Sounds like accepting reality. Moral hazard is real, and this has been
empirically demonstrated whenever a natural experiment presents itself.

[https://docs.google.com/viewer?a=v&q=cache:xdATBYGtHBcJ:...](https://docs.google.com/viewer?a=v&q=cache:xdATBYGtHBcJ:www.econ.upenn.edu/~hfang/teaching/socialinsurance/readings/Meyer90\(4.12\).pdf+%22unemployment+insurance+and+unemployment+spells%22&hl=en&gl=us&pid=bl&srcid=ADGEESijVugfxTMH8N17GpSU_u2JvA9mKUnU2-0yEbjnU4nwsZzfb6xylzJiPCE7EUAmsWycAgt74ZcB3dWYw4wZ-
JRBbT5DLbajcMt_A0VhvZTgz74ppJlG27NwAeZXcun3IjfAtx70&sig=AHIEtbRr14Z-jKd0rYrZD25qNSBSVWlWEg&pli=1)

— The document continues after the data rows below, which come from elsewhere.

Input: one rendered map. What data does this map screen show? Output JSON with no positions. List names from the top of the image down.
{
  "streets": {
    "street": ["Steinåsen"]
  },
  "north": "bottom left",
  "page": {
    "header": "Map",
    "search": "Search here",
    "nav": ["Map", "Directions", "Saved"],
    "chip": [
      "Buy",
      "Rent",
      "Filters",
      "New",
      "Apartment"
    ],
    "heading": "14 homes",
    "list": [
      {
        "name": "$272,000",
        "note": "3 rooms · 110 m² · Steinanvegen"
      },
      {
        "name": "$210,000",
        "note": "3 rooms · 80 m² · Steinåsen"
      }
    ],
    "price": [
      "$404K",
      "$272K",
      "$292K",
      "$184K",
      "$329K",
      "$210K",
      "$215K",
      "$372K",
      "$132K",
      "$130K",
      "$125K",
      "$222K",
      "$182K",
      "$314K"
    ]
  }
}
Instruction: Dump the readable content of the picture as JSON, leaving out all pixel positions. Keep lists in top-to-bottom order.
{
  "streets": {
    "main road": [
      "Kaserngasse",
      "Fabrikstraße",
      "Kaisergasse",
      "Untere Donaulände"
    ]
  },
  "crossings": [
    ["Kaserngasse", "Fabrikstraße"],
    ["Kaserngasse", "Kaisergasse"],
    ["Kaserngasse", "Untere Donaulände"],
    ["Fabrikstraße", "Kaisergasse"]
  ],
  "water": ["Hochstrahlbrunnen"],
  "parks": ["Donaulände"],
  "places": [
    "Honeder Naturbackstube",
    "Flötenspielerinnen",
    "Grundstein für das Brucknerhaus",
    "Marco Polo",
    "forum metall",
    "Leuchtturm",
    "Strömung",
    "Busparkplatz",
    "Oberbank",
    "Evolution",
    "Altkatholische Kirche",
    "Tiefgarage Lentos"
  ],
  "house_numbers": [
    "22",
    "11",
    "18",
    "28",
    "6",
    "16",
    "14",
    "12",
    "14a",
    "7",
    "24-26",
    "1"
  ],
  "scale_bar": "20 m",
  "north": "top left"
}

<http://ftp.iza.org/dp2171.pdf>

(Note: I only read the first paper in detail, but the second is quite
popular.)

 _Sounds like it's inviting companies to continue to profit while not hiring
or rehiring their workforce a lower wage...making less, but probably paying
the same living expenses._

A monetary or fiscal stimulus does the same thing - the only difference is
that instead of making 10% less dollars, workers earn the same number of
dollars but prices go up 10%.

 _The housing market is flooded with foreclosed properties going nowhere._

This is because regulations allow banks to mark properties to a model, rather
than to market. This is also why banks are not foreclosing on a lot of
deadbeats - they don't have to admit to shareholders that they took a loss
until after they foreclose.

This is basically just a way for banks to cook the books, but for some reason
politicians and regulators don't seem to care. Strange.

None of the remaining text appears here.